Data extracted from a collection
((

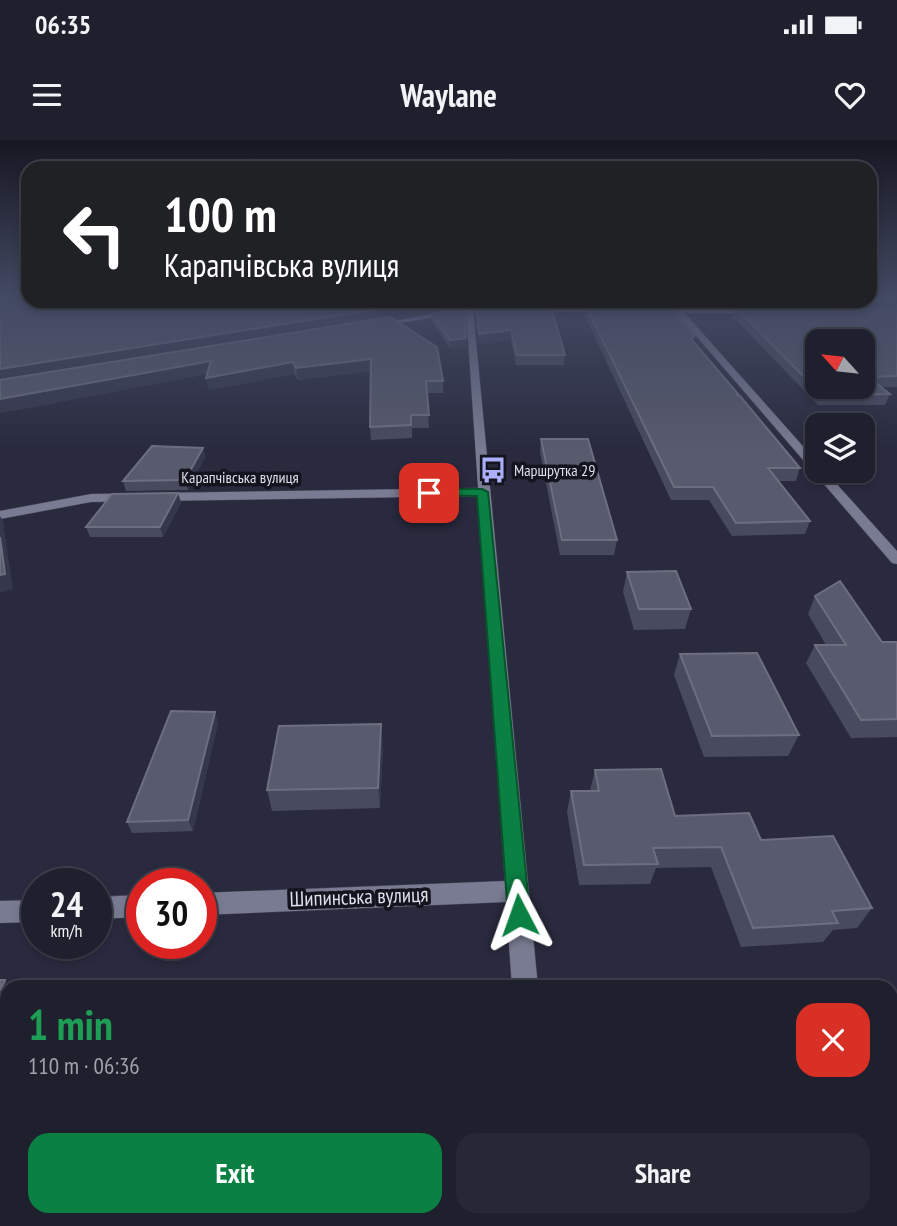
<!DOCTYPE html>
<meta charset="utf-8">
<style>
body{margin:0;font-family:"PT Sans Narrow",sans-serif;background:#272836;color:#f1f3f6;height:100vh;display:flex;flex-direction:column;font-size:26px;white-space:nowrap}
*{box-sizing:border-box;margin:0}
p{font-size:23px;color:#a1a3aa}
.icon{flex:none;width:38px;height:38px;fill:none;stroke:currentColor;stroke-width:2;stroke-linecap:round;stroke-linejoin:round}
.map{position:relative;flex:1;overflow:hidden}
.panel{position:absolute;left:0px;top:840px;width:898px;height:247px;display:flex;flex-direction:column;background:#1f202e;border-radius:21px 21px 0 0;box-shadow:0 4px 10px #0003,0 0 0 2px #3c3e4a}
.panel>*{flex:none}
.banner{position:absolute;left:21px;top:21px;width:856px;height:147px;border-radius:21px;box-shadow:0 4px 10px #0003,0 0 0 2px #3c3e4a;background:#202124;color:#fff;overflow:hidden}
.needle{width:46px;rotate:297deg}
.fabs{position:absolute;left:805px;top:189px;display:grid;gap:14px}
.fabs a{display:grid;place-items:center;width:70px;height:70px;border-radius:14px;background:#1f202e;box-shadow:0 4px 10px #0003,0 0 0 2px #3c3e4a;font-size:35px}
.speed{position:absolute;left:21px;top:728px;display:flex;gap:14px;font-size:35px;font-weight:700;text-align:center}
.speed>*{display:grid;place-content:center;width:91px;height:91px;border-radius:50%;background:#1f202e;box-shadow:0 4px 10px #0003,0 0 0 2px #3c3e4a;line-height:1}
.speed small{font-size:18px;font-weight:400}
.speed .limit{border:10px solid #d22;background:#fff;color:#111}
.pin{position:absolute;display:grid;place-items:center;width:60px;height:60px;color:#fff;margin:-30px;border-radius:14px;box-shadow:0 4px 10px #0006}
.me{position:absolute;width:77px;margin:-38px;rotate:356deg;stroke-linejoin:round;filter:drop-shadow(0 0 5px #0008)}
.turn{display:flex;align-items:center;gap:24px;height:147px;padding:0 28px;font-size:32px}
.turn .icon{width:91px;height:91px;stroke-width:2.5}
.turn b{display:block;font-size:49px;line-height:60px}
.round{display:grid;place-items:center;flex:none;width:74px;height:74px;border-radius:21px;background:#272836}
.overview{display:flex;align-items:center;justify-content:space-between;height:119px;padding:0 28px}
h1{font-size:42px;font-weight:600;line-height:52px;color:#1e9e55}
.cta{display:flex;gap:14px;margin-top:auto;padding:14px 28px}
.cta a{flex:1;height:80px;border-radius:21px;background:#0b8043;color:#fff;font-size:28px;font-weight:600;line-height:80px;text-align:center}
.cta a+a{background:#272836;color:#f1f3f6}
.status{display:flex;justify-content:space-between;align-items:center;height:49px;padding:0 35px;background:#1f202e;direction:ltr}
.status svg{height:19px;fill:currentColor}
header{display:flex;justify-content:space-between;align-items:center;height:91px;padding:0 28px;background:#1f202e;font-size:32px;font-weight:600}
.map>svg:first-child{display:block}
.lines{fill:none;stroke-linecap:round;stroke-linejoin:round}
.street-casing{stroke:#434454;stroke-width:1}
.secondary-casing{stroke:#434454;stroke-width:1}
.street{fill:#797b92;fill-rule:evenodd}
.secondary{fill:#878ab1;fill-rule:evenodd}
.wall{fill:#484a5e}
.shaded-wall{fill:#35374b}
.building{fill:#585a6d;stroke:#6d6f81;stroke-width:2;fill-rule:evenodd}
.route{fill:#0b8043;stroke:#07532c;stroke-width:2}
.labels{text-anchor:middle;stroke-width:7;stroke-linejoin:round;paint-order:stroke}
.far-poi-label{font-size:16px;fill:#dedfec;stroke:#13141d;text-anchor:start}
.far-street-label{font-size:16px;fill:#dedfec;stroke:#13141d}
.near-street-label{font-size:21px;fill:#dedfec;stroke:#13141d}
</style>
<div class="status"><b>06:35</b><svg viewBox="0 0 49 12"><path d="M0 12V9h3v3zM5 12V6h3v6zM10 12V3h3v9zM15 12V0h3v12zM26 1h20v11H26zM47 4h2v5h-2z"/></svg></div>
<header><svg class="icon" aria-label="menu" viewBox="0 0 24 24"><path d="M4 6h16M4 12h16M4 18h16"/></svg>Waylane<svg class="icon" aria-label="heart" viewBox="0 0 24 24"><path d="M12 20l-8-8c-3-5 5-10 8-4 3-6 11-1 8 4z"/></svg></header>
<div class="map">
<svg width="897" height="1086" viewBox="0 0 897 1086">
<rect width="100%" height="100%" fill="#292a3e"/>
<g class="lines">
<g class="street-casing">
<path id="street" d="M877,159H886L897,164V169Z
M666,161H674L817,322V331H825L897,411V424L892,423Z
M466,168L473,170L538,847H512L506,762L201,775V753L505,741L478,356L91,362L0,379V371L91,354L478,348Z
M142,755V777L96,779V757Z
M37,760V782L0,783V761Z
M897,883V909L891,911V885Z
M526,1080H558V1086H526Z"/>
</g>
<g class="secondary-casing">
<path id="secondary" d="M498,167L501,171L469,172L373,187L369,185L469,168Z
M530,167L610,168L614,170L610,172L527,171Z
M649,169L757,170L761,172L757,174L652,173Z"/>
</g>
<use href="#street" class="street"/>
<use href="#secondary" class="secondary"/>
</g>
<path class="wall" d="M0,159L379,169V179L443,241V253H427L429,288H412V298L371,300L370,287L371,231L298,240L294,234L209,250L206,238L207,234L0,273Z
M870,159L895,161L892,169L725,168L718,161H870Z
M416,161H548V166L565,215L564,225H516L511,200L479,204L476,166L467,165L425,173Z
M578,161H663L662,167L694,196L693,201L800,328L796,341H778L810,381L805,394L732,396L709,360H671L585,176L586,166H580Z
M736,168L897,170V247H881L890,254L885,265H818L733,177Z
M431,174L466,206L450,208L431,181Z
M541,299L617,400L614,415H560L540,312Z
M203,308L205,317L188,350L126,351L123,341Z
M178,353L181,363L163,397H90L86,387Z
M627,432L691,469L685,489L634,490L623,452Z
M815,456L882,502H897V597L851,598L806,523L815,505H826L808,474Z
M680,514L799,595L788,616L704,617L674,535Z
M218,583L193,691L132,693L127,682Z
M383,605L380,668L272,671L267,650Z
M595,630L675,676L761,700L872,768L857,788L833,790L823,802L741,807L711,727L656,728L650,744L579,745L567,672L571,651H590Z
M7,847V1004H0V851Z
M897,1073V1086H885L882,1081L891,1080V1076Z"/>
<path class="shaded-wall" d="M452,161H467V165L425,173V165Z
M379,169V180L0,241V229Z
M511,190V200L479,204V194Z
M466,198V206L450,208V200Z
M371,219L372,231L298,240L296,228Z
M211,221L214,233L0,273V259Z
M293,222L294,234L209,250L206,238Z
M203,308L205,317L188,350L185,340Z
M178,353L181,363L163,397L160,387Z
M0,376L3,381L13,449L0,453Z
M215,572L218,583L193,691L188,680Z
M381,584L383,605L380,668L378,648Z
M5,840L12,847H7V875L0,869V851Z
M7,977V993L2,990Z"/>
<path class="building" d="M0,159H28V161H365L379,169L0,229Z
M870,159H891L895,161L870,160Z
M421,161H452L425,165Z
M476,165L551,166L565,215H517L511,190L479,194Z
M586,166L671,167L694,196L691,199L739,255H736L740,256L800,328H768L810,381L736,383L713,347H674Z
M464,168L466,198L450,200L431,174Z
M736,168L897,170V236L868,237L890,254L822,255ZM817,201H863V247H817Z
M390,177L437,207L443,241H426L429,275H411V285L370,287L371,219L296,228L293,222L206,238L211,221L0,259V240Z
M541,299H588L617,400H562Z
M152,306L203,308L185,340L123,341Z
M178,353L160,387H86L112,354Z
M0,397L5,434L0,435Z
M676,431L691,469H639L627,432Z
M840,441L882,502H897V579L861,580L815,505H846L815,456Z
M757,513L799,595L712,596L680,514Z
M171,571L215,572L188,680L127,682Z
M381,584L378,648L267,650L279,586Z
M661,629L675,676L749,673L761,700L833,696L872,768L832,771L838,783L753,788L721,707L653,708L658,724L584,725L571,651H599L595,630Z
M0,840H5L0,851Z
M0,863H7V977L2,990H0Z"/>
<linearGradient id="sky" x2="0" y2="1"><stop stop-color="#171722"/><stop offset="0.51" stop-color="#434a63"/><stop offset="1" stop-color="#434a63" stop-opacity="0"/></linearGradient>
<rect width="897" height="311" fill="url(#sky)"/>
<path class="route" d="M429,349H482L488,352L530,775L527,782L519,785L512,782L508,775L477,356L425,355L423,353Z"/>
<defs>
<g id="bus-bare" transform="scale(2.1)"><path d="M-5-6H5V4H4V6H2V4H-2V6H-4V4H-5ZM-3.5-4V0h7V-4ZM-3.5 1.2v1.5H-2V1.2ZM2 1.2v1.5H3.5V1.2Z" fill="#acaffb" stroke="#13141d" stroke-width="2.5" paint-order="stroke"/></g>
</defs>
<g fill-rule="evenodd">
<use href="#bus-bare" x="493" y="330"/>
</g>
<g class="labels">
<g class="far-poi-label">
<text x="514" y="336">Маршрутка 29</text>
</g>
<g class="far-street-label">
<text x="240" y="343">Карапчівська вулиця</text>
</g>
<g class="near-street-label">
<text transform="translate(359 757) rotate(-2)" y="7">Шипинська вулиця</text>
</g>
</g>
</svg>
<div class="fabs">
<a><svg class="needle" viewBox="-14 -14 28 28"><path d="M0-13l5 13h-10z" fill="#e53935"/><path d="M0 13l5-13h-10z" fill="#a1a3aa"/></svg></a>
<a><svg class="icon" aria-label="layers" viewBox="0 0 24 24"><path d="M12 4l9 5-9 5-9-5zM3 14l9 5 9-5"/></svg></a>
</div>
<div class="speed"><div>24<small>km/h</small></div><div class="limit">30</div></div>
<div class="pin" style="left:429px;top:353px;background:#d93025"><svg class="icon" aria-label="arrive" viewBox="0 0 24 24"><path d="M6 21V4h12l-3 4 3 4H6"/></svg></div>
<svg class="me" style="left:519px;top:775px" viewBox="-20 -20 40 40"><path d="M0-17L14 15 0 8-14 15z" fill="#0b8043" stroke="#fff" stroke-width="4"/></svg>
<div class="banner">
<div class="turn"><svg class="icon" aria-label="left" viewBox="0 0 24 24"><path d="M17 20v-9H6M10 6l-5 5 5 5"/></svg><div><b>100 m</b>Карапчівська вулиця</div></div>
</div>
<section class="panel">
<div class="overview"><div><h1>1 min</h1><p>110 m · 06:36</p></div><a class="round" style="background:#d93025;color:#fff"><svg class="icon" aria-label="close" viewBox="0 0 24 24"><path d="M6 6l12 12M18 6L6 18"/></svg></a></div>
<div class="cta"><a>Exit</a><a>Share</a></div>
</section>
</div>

))

[Try it]
Report each line in the data above that holds the word "small" by copying it.

[Answer below]
.speed small{font-size:18px;font-weight:400}
<div class="speed"><div>24<small>km/h</small></div><div class="limit">30</div></div>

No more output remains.